Hint:We have to simply solve the surd and the power which is placed over the number. After simplifying the surd (square root) we get an index of $\dfrac{1}{2}$and then we multiply it with the index placed over the bracket of the given expression.

Complete solution step by step:
Firstly, we write the given expression
${\left( {\sqrt 5 } \right)^2}$
Simplifying the bracket part first using the square root simplification i.e. when we remove the square root, we replace it by index (power) of $\dfrac{1}{2}$ in this manner
$
\sqrt p = {(p)^{\dfrac{1}{2}}} \\
\Rightarrow {\left( {{{(5)}^{\dfrac{1}{2}}}} \right)^2} \\
$
Now to solve this expression we use the index properties i.e.
${({p^q})^r} = {({p^r})^q} = {p^{q \times r}}$
Using this property and taking first two parts of it we solve our expression
$
{\left( {{5^{\dfrac{1}{2}}}} \right)^2} = {\left( {{5^2}} \right)^{\dfrac{1}{2}}} \\
= {(25)^{\dfrac{1}{2}}} \\
$
Converting the index into square root we have
$
{(25)^{\dfrac{1}{2}}} = \sqrt {25} \\
= 5 \\
$
Our answer comes out to be ‘5’. Now we check it by taking first and third part of the property
$
{\left( {{5^{\dfrac{1}{2}}}} \right)^2} = {(5)^{\dfrac{1}{2} \times 2}} \\
= 5 \\
$
Our answer comes out the same as the previous result i.e. ‘5’.

Additional information:We can solve the problem using basic index method also in which we solve the index part of the expression as explained below
${\left( {\sqrt 5 } \right)^2}$
The expression has an index of 2 which means the number inside the bracket will be multiplied twice with itself so we have -
${\left( {\sqrt 5 } \right)^2} = \sqrt 5 \times \sqrt 5 $
Now we use multiplication property of square roots i.e.
$\sqrt p \times \sqrt p = p$
Now using the property we have
${\left( {\sqrt 5 } \right)^2} = \sqrt 5 \times \sqrt 5 = 5$
Our answer comes out to be ‘5’, the same as when calculated by the previous method.
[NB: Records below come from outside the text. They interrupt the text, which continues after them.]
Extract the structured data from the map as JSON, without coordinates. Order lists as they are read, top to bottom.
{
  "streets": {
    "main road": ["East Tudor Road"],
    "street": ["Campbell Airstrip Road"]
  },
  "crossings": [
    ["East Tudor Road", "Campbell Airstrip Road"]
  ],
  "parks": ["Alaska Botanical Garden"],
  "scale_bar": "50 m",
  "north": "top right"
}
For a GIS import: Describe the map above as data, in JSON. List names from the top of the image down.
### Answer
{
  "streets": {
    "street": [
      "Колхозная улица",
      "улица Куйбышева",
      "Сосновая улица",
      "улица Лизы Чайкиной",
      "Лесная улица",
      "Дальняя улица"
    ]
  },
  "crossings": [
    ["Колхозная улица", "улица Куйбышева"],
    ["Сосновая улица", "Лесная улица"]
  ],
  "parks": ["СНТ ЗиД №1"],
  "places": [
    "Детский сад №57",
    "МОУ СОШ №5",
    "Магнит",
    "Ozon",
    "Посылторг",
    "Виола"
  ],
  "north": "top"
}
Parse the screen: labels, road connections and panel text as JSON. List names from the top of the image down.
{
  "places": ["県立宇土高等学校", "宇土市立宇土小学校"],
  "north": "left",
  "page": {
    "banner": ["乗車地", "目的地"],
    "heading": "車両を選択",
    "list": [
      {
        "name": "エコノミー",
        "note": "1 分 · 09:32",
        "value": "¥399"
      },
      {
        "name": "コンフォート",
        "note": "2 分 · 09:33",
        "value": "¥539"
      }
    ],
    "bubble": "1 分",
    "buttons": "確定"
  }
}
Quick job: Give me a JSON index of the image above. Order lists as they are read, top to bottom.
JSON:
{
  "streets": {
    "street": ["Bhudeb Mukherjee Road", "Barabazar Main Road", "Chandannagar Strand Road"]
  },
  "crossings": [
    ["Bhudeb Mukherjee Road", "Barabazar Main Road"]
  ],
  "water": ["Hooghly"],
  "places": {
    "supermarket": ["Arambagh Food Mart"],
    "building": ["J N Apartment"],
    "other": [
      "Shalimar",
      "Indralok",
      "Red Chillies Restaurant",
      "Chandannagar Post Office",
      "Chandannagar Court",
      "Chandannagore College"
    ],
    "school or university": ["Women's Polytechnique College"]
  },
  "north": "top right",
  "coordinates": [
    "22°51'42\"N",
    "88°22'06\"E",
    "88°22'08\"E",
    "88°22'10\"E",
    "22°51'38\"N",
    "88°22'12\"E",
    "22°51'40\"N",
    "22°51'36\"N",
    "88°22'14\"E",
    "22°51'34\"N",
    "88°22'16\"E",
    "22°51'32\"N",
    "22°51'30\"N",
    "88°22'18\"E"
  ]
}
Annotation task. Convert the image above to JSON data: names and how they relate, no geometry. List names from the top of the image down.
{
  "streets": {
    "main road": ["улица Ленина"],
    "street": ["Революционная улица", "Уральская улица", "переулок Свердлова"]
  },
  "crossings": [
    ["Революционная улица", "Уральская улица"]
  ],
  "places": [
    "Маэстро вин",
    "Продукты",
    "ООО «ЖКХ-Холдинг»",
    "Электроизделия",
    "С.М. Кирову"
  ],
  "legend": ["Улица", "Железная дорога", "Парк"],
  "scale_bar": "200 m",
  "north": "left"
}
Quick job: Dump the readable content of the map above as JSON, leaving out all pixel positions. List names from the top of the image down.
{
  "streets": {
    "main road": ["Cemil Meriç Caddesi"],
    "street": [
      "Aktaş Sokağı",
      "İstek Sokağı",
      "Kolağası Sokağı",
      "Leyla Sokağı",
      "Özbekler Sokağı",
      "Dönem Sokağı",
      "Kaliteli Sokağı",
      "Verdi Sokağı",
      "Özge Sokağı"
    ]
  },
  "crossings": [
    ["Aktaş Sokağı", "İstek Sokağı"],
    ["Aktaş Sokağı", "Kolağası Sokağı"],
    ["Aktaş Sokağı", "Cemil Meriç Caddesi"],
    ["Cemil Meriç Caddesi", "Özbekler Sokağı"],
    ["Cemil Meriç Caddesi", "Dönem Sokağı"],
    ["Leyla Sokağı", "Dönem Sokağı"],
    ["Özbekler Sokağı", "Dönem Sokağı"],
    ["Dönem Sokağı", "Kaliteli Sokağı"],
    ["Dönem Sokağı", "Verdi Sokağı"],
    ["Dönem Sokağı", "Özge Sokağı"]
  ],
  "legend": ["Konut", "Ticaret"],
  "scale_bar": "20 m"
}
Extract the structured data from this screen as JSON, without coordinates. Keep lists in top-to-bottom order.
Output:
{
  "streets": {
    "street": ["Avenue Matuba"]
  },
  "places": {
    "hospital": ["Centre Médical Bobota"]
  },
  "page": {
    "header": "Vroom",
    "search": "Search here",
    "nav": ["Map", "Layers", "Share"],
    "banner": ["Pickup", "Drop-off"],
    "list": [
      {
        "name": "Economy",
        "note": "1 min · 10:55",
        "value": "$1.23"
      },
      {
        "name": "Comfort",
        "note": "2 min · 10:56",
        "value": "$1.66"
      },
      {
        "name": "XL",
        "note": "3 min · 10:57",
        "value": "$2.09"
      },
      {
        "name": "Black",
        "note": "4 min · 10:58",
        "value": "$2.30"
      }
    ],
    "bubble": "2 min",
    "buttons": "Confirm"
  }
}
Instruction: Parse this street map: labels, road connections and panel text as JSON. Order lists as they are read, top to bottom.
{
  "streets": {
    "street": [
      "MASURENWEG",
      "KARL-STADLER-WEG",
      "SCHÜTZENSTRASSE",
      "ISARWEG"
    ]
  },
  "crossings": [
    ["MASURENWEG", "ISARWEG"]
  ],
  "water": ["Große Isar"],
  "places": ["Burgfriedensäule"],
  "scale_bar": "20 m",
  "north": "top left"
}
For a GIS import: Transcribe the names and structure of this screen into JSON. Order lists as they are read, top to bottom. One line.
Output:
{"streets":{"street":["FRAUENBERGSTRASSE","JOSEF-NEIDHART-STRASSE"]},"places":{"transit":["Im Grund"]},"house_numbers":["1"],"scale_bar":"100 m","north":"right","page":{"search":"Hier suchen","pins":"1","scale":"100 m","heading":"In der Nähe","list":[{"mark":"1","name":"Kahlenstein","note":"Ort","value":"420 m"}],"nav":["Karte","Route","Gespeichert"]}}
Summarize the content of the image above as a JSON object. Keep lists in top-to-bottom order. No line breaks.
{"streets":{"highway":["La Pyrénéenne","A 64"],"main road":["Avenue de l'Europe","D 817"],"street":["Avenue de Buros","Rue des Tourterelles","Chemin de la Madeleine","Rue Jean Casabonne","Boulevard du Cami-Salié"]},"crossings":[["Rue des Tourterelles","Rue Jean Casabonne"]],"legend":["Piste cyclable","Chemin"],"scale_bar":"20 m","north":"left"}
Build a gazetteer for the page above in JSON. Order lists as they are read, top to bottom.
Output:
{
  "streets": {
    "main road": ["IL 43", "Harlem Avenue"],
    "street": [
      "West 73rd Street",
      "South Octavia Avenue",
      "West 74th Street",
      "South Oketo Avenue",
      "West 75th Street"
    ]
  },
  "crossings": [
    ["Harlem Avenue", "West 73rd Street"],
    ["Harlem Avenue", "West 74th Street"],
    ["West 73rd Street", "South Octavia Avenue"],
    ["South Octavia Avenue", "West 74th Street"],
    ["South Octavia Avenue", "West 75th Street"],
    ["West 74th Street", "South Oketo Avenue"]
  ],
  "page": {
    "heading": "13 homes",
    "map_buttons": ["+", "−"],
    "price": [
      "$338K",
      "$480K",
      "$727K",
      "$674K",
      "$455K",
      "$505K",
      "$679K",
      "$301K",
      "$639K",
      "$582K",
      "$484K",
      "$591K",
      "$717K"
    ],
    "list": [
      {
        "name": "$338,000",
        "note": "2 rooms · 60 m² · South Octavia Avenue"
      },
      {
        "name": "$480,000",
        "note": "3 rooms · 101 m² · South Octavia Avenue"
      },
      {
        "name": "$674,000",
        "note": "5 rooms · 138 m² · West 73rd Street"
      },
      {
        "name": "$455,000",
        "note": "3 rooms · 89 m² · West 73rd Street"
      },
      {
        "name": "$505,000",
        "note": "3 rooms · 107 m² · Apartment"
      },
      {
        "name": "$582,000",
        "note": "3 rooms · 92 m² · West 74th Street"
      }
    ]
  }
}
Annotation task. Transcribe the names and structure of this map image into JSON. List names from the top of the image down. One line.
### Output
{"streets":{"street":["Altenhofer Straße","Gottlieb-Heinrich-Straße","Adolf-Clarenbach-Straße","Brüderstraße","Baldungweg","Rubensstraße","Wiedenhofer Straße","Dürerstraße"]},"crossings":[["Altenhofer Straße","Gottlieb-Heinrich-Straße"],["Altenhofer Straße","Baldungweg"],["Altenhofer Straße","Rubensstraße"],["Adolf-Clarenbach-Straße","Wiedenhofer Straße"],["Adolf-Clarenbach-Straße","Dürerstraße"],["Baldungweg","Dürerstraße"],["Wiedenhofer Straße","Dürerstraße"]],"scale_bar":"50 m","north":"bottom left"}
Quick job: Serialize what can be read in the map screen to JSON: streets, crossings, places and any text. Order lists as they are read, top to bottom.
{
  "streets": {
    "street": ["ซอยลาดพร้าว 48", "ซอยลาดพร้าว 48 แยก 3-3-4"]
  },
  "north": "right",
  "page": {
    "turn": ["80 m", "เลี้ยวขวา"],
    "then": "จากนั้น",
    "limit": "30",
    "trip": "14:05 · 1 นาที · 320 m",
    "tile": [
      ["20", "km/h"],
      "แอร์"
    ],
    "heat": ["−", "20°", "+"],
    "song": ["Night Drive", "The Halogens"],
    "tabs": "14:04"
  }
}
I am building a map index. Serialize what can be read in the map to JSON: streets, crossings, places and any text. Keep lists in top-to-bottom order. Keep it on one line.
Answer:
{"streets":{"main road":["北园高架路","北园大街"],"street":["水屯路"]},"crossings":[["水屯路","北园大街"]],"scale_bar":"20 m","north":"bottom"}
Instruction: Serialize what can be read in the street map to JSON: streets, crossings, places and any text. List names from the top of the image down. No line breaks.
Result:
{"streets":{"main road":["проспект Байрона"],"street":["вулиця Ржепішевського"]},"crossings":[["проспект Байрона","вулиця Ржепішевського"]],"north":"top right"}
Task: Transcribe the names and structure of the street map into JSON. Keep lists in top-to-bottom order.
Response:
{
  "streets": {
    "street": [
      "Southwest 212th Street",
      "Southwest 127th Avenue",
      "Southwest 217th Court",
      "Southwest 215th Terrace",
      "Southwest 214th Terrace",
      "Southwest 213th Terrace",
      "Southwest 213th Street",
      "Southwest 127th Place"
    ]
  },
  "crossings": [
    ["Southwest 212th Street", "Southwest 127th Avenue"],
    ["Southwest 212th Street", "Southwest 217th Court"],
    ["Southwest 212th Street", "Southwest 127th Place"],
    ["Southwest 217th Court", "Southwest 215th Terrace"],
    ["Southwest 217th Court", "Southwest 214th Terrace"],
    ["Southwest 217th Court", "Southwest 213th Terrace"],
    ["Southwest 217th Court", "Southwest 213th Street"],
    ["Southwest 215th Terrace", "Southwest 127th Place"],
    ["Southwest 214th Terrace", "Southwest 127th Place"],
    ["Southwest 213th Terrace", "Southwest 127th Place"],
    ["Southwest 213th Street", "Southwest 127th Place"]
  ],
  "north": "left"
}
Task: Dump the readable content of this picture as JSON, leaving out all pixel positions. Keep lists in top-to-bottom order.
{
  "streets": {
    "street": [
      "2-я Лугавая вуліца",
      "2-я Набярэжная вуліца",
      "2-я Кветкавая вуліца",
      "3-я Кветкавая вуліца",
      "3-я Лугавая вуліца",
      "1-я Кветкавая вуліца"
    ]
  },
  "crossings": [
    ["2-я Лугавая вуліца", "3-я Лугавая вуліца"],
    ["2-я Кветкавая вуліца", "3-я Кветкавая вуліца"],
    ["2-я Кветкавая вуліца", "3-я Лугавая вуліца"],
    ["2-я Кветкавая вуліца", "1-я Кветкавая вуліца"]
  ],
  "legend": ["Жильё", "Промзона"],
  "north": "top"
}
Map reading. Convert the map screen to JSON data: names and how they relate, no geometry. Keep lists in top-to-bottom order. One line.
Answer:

Note:In laymen terms index is the power raised to a number and surd is the ‘nth’ root of a number i.e. $\sqrt[n]{a} = {(a)^{\dfrac{1}{n}}}$ and we can say both are opposite in nature because after solving index (power) of a number will be the raised value of the number whereas surd will become the reduced root value of the number.